Il commento più acuto alle cifre del Def illustrate da Mario Draghi nella sua conferenza stampa di ieri è stato quello di Barbara Fiammeri del Sole 24 Ore. “Guardi presidente – ha detto all’incirca la brava giornalista – che se non fosse lei a presentare questi numeri, ci sarebbe da spaventarsi.” L’osservazione è acuta perché Draghi ha indicato per i prossimi anni una crescita ulteriore e molto consistente del debito pubblico in termini assoluti e in rapporto al PIL cui farebbe seguito, solo dopo molti anni, l’inizio di un cammino discendente di questo rapporto.

L’impostazione illustrata da Draghi è molto diversa da quella degli esecutivi che lo hanno preceduto. In passato, anche per effetto dei vincoli stabiliti a livello europeo, i governi dovevano limitare al massimo il ricorso al deficit e annunciare l’obiettivo, mai raggiunto, di fare iniziare quasi subito la discesa del rapporto debito-PIL. Quando Renzi da presidente del Consiglio annunciò che intendeva mettere in discussione i limiti di Maastricht, dovette fare rapidamente marcia indietro. Quando il Conte 1 annunciò un deficit più elevato di quello che Bruxelles si attendeva, fu costretto a fare rapidamente marcia indietro.
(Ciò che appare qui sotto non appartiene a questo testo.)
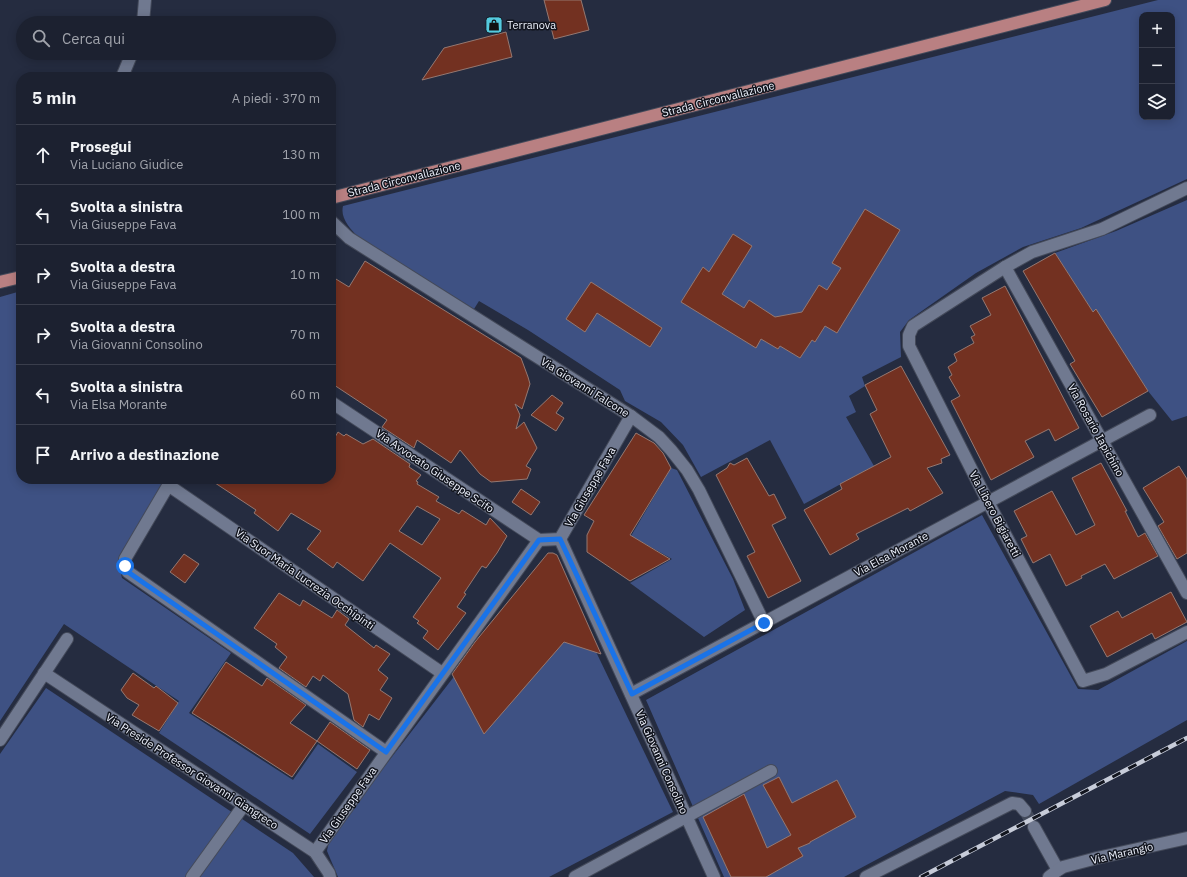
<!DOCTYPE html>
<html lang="it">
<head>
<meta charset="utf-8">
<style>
	body { margin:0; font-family:"IBM Plex Sans",sans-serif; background:#252938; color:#f1f3f6 }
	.controls { position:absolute; right:12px; top:12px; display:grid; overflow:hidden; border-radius:8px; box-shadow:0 2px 10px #0003 }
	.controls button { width:36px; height:36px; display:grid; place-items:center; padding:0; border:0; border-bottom:1px solid #3a3e4c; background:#1c2130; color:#f1f3f6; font:20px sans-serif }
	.stop { position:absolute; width:12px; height:12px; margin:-9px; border:3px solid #1a73e8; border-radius:50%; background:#fff }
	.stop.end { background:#1a73e8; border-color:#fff; box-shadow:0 1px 4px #0008 }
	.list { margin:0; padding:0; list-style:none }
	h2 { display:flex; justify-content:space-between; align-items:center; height:52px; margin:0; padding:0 16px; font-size:17px }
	h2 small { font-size:13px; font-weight:400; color:#a0a3ab }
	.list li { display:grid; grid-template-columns:26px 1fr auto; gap:12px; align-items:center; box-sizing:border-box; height:60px; padding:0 16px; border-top:1px solid #3a3e4c }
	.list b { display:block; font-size:15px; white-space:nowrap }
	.list p { margin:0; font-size:13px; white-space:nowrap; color:#a0a3ab }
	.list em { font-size:13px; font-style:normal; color:#a0a3ab }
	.icon { flex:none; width:22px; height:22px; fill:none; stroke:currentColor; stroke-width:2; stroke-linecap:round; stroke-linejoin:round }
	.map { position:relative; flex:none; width:1187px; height:877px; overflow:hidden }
	.search { position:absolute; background:#1c2130; box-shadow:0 2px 10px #0003; left:16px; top:16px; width:320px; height:44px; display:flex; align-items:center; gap:10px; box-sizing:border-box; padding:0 14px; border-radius:22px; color:#a0a3ab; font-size:15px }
	.panel { position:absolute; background:#1c2130; box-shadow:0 2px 10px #0003; left:16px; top:72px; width:320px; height:412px; border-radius:16px }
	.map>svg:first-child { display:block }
</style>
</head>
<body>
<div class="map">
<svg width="1187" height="877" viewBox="0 0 1187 877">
	<rect width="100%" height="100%" fill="#252c40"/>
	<!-- green -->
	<g fill="#3e5183" fill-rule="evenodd">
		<path d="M1158 0H1187V179L1081 228 1023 247 976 273 909 320 900 332 901 357 862 377 865 386 849 396 856 412 846 417 874 466 804 504 770 440 701 477 683 445 661 422 625 401 620 390 528 330 479 301 474 309 358 237C350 228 340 218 343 206ZM1142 15H1172V117H1142Z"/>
		<path d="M1187 200V416L1172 421 1148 391 1096 310 1093 312 1055 253 1116 231Z"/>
		<path d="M21 291V479H167L121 553 119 566 122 578 231 653 189 713 293 780 318 744 357 772 310 834 159 733 179 701 64 624 0 721V297Z"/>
		<path d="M671 468 677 470 733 579 745 610 704 637 630 583 672 559 631 536Z"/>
		<path d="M982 515 1078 689 1098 690 1187 641V720L1039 804 1033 795 1005 791 844 877H724L646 700Z"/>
		<path d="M549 554 673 812 549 877H338L327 851 329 841 343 820Z"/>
		<path d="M46 688 293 853 314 877H0V754Z"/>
	</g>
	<!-- building -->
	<g fill="#733121" stroke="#957871" fill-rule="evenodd">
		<path d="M544 0H581L589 30 554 39Z"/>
		<path d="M506 32 512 57 422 80 444 48Z"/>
		<path d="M865 209 900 230 837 333 825 326 815 342 812 340 800 358 780 346 778 349 761 339 756 348 681 302 703 267 709 272 733 234 752 246 722 294 744 308 749 300 775 317 802 312 819 285 827 290 841 268 832 263Z"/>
		<path d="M1055 253 1093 312 1096 309 1148 391 1102 417 1070 364 1075 361 1023 271Z"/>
		<path d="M365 261 521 358 528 377 530 384 522 409 515 404 520 415 516 429 524 422 537 448 526 466 531 469 527 479 491 482 480 474 460 450 451 463 417 440 414 448 382 427 387 420 331 383V276L349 287Z"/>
		<path d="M591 282 662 328 650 347 597 313 585 332 566 319Z"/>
		<path d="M1005 286 1079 428 1055 441 1049 429 1025 441 1034 457 991 480 951 401 960 396 949 377 952 375 948 367 957 361 954 354 974 343 971 337 975 335 970 326 991 315 982 298Z"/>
		<path d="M901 366 950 455 941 459 942 463 927 468 943 493 910 511 908 508 856 534 859 539 830 555 804 510 842 489 840 484 891 457 870 414 877 410 865 385Z"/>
		<path d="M552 395 563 403 556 413 564 418 556 431 531 415Z"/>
		<path d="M338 432 344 436 346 434 363 444 373 439 410 464 409 467 421 475 416 481 418 482 417 484 439 497 436 501 459 514 462 510 486 525 490 518 507 536 497 553 486 568 482 566 464 593 466 594 457 607 466 613 438 650 423 638 428 631 417 623 419 621 413 617 441 578 390 543 363 581 337 562 333 568 307 549 321 531 291 513 278 531 254 513 256 510 209 479H331V444ZM417 506 440 519 422 545 399 531Z"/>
		<path d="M636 433 654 443 663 453 671 468 630 535 670 559 630 581 587 552V535L594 521 584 515Z"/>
		<path d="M747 458 769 496 774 494 786 518 772 525 801 581 768 598 747 556 755 552 716 475 727 468 730 463 734 465Z"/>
		<path d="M1101 463 1127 511H1125L1138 537 1145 533 1158 556 1114 579 1105 564 1081 576 1082 578 1066 586 1050 554 1033 563 1021 539 1027 536 1014 511 1052 491 1076 535 1095 525 1072 478Z"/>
		<path d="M1179 466 1187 479V553L1177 559 1158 526 1164 522 1143 488Z"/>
		<path d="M521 489 540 502 531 515 512 502Z"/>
		<path d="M548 553H553L557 555 601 654 564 642 484 734 452 674 475 642Z"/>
		<path d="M184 554 199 564 185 583 170 572Z"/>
		<path d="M1171 592 1187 622 1155 639 1152 633 1107 657 1090 626 1118 611 1122 618Z"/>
		<path d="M279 593 300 606 303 600 332 618 337 610 349 619 345 625 374 648 376 645 390 654 378 670 388 678 380 690 392 698 379 720 369 714 363 727 354 720 348 694 323 675 320 681 313 676 306 687 279 668 287 657 275 647 277 644 254 628Z"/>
		<path d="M226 662 262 686 267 678 306 705 290 723 317 741 292 777 226 734 192 713Z"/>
		<path d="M133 673 154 688 156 686 178 703 159 731 132 715 139 705 127 698 121 690Z"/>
		<path d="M330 722 370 750 357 769 317 741Z"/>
		<path d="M779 777 792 803 837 780 856 817 810 842V843L798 848 803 856 766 877H731L703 817 744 794 767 848 791 835 763 785Z"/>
	</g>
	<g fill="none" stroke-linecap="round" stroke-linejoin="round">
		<!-- minor-tunnel -->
		<path stroke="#434a5c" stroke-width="12" stroke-dasharray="12 6" stroke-linecap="butt" d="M1025 811 1034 827"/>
		<!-- minor casing -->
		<g stroke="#444a5a" stroke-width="14">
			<g id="minor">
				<path d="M143 23 145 0"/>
				<path d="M122 77 132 53"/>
				<path d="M1187 188 1102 229 1032 252 1005 267 913 326 909 335V346L988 502 1083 681 1106 674 1187 632"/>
				<path d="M331 221 349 238 631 416 659 437 671 450 687 470 699 490 764 623"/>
				<path d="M1005 267 1187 593"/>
				<path d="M331 402 539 540"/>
				<path d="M172 479 125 559V566L128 572 386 752"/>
				<path d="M168 485 442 673"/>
				<path d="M560 539 714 877"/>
				<path d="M44 673 315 852 329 873 330 877"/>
				<path d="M631 694 1150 415"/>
				<path d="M0 740 67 639"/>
				<path d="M1034 827 1058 870"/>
				<path d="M315 852 539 540 560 539 631 416"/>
				<path d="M192 877 244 805"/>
				<path d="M575 877 771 771"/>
				<path d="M866 877 1012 803 1019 804 1025 811"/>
			</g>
		</g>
		<!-- tertiary casing -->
		<g stroke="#444a5a" stroke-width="14">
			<path id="tertiary" d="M1049 877 1058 870 1063 867 1097 858 1187 838"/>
		</g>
		<!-- primary casing -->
		<g stroke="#444a5a" stroke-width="14">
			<g id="primary">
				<path d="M331 198 1105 0"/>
				<path d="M0 282 21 277"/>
			</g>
		</g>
		<!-- minor -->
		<use href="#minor" stroke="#707990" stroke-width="12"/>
		<!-- tertiary -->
		<use href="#tertiary" stroke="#707990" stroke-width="12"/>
		<!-- primary -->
		<use href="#primary" stroke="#b98082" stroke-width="12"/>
		<!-- rail casing -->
		<g stroke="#c7ccd9" stroke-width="4.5">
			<path id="rail" d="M921 877 1187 738"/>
		</g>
		<!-- rail -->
		<use href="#rail" stroke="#12151e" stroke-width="3" stroke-dasharray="9" stroke-linecap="butt"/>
	</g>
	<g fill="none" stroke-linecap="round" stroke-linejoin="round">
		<!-- route -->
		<path stroke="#1a73e8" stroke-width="5" d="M125 566 128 572 386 752 539 540 560 539 632 694 764 623"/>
	</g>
	<!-- icons -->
	<defs>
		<g id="shop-square" transform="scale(0.9)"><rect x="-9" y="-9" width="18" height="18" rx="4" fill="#54cade" stroke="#12151e"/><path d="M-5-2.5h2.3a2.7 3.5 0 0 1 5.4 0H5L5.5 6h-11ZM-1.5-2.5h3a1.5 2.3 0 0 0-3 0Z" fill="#111"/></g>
	</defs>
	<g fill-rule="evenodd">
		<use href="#shop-square" x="494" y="25"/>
	</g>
	<g text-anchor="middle" stroke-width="3" stroke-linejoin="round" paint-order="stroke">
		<!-- poi labels -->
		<g font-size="11" fill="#eff3fe" stroke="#12151e" text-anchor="start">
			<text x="507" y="29">Terranova</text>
		</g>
		<!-- street labels -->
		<g font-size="11" fill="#eff3fe" stroke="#12151e">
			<text transform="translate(718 99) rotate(-14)" y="4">Strada Circonvallazione</text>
			<text transform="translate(404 179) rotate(-14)" y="4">Strada Circonvallazione</text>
			<text transform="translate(585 387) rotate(32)" y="4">Via Giovanni Falcone</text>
			<text transform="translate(1096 430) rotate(61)" y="4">Via Rosario Iapichino</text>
			<text transform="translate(435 471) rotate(34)" y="4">Via Avvocato Giuseppe Scifo</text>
			<text transform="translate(590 487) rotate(-60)" y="4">Via Giuseppe Fava</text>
			<text transform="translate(995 514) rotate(62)" y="4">Via Libero Bigiaretti</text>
			<text transform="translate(891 554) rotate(-28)" y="4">Via Elsa Morante</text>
			<text transform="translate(305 579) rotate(35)" y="4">Via Suor Maria Lucrezia Occhipinti</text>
			<text transform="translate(662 762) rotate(66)" y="4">Via Giovanni Consolino</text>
			<text transform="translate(192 771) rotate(33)" y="4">Via Preside Professor Giovanni Giangreco</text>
			<text transform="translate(348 805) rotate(-55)" y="4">Via Giuseppe Fava</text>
			<text transform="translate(1122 853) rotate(-13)" y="4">Via Marangio</text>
		</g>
	</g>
</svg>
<div class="controls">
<button>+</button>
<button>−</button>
<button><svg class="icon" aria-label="layers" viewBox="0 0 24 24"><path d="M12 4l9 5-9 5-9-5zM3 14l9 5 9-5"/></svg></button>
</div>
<div class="stop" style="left:125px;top:566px"></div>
<div class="stop end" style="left:764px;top:623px"></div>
<div class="search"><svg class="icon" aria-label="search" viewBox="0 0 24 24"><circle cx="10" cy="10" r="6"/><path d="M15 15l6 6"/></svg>Cerca qui</div>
<section class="panel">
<h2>5 min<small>A piedi · 370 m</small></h2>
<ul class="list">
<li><svg class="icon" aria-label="ahead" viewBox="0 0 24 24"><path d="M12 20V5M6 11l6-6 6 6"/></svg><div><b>Prosegui</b><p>Via Luciano Giudice</p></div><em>130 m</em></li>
<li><svg class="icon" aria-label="left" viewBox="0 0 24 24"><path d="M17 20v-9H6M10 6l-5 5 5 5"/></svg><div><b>Svolta a sinistra</b><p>Via Giuseppe Fava</p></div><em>100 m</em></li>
<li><svg class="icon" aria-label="right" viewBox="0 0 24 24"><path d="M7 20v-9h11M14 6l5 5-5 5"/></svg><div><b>Svolta a destra</b><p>Via Giuseppe Fava</p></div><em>10 m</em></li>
<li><svg class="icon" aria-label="right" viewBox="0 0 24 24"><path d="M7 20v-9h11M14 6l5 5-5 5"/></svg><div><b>Svolta a destra</b><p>Via Giovanni Consolino</p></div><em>70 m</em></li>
<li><svg class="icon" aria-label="left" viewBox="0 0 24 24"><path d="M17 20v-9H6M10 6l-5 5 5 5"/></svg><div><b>Svolta a sinistra</b><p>Via Elsa Morante</p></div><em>60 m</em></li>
<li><svg class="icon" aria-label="arrive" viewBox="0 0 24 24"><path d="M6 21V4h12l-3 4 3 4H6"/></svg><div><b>Arrivo a destinazione</b></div></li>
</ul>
</section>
</div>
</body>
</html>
In realtà la maggior parte degli economisti, da destra a sinistra, ritiene da molto tempo che per uscire dalla trappola del debito pubblico sia indispensabile passare per una fase di deficit più alto, da utilizzare per sbloccare la crescita italiana, e che solo seguendo questo percorso si può evitare che il debito pubblico strangoli lentamente e definitivamente l’economia determinando l’inevitabile consolidamento o l’espulsione dalla moneta unica.

Insomma, da molti anni sappiamo che una strada tanto rischiosa quanto inevitabile è quella di andare oltre i celebri limiti di Maastricht, aumentare il deficit e il debito, utilizzare bene queste risorse aggiuntive per sbloccare una volta per tutte la crescita del nostro Paese e quindi ripartire su una strada diversa e più virtuosa: portare la crescita stabilmente oltre il 3%. A quel punto, stabilizzare il bilancio e imboccare quindi la via della discesa progressiva del rapporto fra il debito e il prodotto nazionale.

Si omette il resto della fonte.